A selection of pages from 100 Days, 100 Grand … with typesetting marks. Looking colourful!
Typesetting will obviously move to InDesign (or, since I’m increasingly seduced by the beauty of whole-paragraph justification algorithms, LaTex). For the reason why, just look at the example paragraph and the table below it – comparison by Zink Typography.

Zink’s comparison of Word, InDesign, and LaTex
See how LaTex looks at the whole fruit? Instead of cramming as many words as possible on each line (the way Word does justification, which hasn’t changed since 2008), LaTex (pronounced lay-tek) averages out word spacing across an entire paragraph. Reducing the hyphenations (I have a hatred of hyphenating) and giving the block of text a far more consistent colour. Best of all, look at that SD. It means a much larger number of words in the paragraph have a similarly-sized space between them in LaTex.
LaTex is basically a bunch of macros for textmongering app Tex, which itself has an incredible pedigree – Tex’s creator, Donald Knuth, has a reasonable claim to be the greatest programmer of them all. I’m seeing whether I can apply LaTex style before the book goes to print.
Second prelaunch email out
The second prelaunch email leading up the book’s publication date went out today! If you’d like to receive the next one, join the mailing list here, or take a look at the email first…

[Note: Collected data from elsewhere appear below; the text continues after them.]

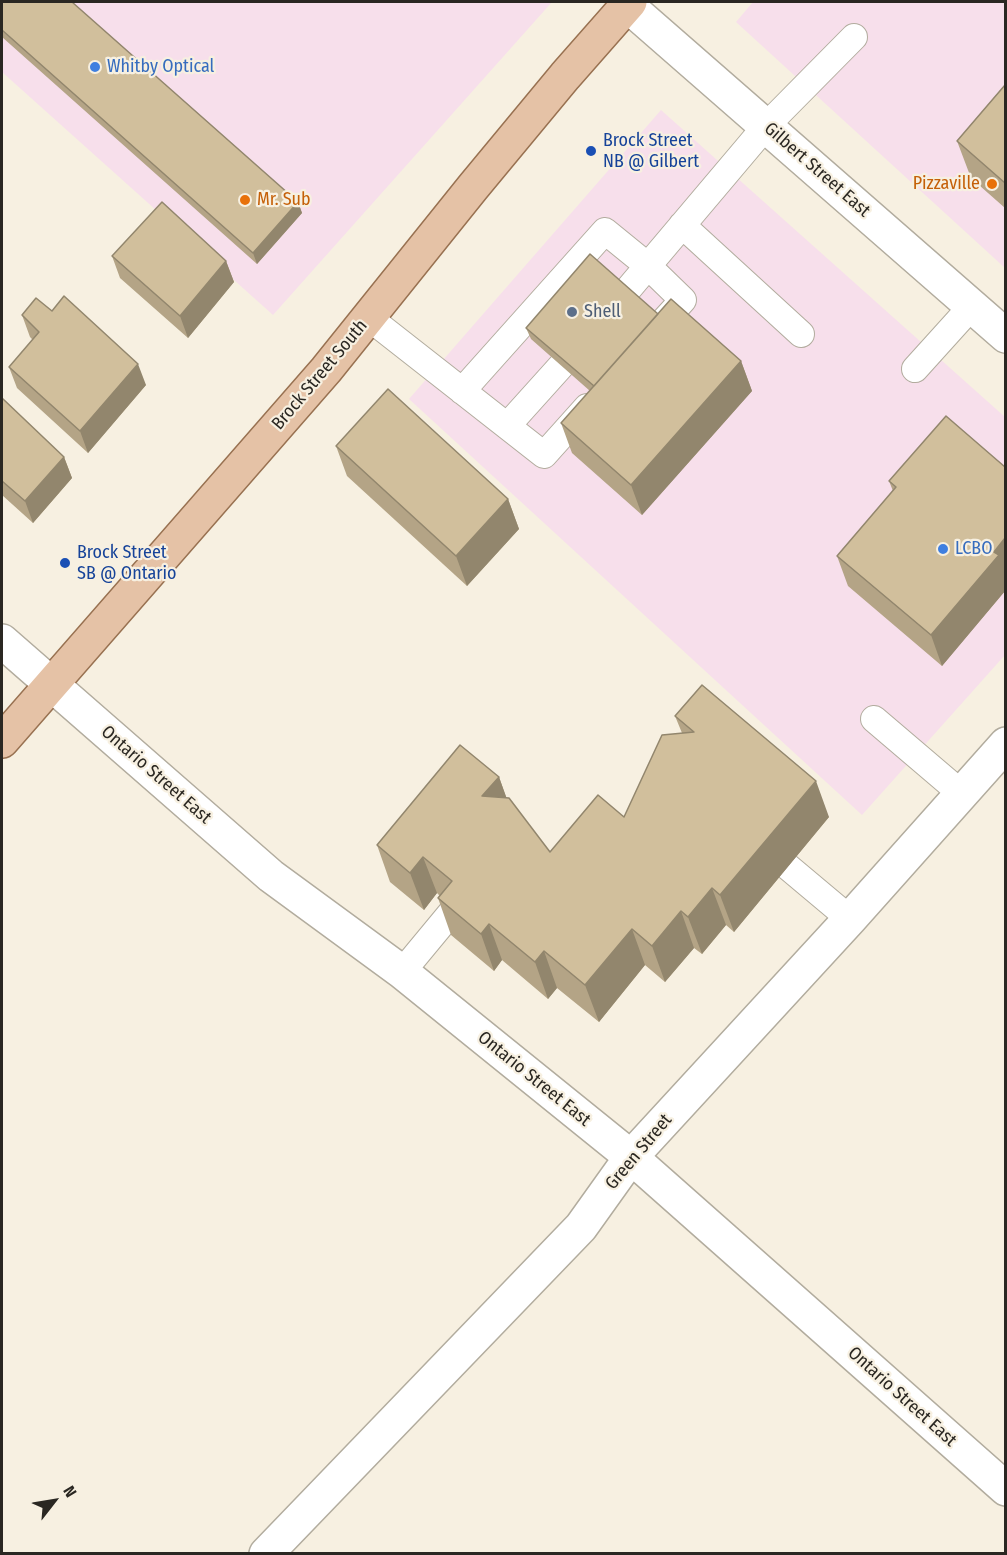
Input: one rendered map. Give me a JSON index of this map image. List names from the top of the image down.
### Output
{
  "streets": {
    "main road": ["Brock Street South"],
    "street": ["Gilbert Street East", "Ontario Street East", "Green Street"]
  },
  "crossings": [
    ["Gilbert Street East", "Brock Street South"],
    ["Brock Street South", "Ontario Street East"],
    ["Ontario Street East", "Green Street"]
  ],
  "places": [
    "Whitby Optical",
    "Brock Street NB @ Gilbert",
    "Pizzaville",
    "Mr. Sub",
    "Shell",
    "LCBO",
    "Brock Street SB @ Ontario"
  ],
  "north": "top right"
}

Readership into five figures for new LinkedIn article
It’s not news if that’s how you found this site, but an article I wrote for LinkedIn’s Pulse is among the most-viewed articles on the business networking site this week, with over 25,000 views in its first 48 hours…
Two months to go…
W
ell, the Chris does Content office (a converted garage in southeast London!) currently makes a beehive in midsummer look more like a convention of lazy bums; with the whole 100-day plan mapped out from June, July’s been about pulling together my thousands of pages of notes and checklists going back over a decade, flipping through with a critical eye and deciding what works.
It’s a lot of effort – especially since my own copywriting business hasn’t let up for the summer, and a guy’s got to eat. But I’m pleased with progress so far. Not with the text overall – I thought the book would run to 60,000 words, and it’s looking like well over 150,000 – but with the way each chapter feeds into the next, building piece-by-piece towards a single goal.

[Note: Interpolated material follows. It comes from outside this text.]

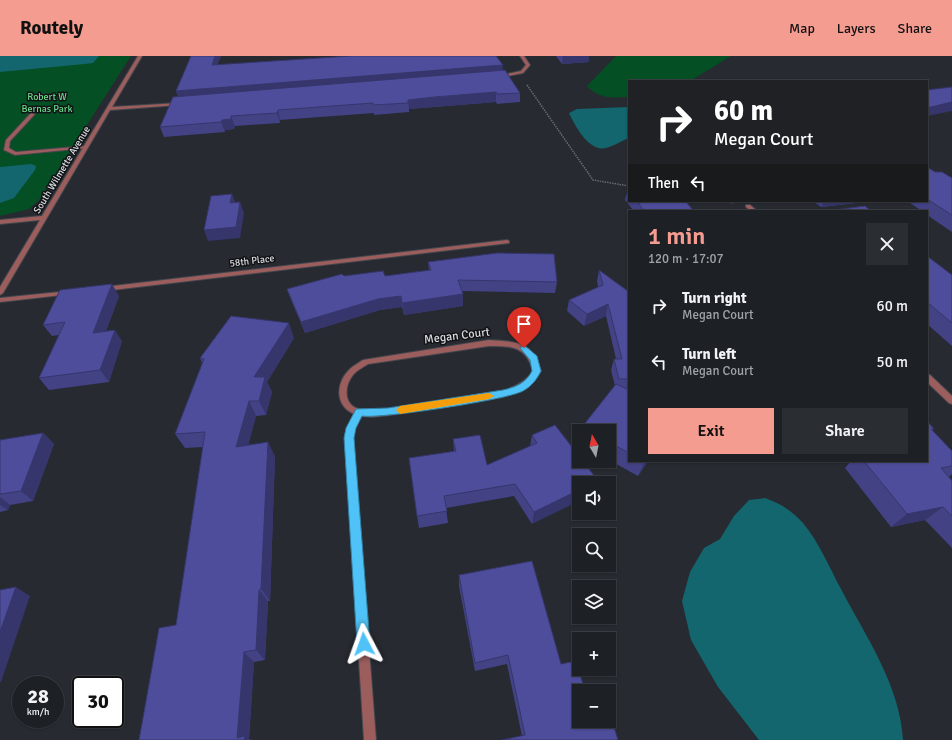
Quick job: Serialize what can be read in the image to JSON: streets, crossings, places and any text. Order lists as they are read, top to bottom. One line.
{"streets":{"street":["South Wilmette Avenue","58th Place","Megan Court"]},"parks":["Robert W Bernas Park"],"north":"top","page":{"header":"Routely","nav":["Map","Layers","Share"],"turn":["60 m","Megan Court"],"then":"Then","heading":["1 min","120 m · 17:07"],"list":[{"name":"Turn right","note":"Megan Court","value":"60 m"},{"name":"Turn left","note":"Megan Court","value":"50 m"}],"buttons":["Exit","Share"],"map_buttons":["+","−"],"speed":"28 km/h","limit":"30"}}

Each chapter’s working out around 1,000 words of instructional text – everything from writing your sales website to building your campaign letter – and a set of tasks, usually between 3 and 8, that take between half a day and a day to complete. Oh, and there are now 10 sections rather than a planned 9 – List-building, while vital, can be learned in one week rather than two, so before it now comes a week devoted to networking the 100 Days way (i.e. not involving cocktails with strangers). I’ve also realised “the numbers” will be different for everyone – that £8,000 a month figure we’re aiming for may be 100 clients for someone selling web subscriptions, just 2 or 3 for a freelance writer like me – so in the second week a whole day goes on building a sales funnel and populating it with figures appropriate for your industry sector.
Of course, big news of the week is that the cover design‘s now done!